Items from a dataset
((

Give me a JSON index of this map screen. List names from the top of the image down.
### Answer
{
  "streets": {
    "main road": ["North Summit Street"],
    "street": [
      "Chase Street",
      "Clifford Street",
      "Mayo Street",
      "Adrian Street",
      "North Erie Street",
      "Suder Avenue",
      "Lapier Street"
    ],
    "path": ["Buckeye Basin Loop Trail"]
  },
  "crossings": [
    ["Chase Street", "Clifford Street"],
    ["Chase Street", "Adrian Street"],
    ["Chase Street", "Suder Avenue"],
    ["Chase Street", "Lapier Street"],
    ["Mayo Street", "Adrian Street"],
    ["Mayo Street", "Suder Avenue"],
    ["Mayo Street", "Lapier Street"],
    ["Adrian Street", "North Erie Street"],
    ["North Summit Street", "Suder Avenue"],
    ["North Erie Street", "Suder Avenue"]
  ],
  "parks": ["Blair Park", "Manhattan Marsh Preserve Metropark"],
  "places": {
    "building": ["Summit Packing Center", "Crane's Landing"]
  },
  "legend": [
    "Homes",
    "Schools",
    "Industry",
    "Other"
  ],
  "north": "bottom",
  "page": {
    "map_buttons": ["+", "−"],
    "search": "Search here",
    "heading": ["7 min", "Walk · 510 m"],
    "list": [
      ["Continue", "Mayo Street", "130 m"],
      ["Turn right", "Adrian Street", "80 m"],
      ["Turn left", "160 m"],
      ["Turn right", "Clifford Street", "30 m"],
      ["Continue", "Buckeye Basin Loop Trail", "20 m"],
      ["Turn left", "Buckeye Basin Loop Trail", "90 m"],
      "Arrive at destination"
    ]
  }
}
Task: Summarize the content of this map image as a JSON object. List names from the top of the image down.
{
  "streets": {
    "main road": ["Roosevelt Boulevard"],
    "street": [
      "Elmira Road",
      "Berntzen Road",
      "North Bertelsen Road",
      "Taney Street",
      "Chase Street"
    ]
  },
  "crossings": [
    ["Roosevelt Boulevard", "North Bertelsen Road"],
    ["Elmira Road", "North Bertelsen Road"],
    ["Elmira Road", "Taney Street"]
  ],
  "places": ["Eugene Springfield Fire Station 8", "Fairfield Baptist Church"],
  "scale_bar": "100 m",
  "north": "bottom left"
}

))

§ What to do
Check each line of the records above for the word "names", count the lines that have it, and give only the count.

§ Response box
2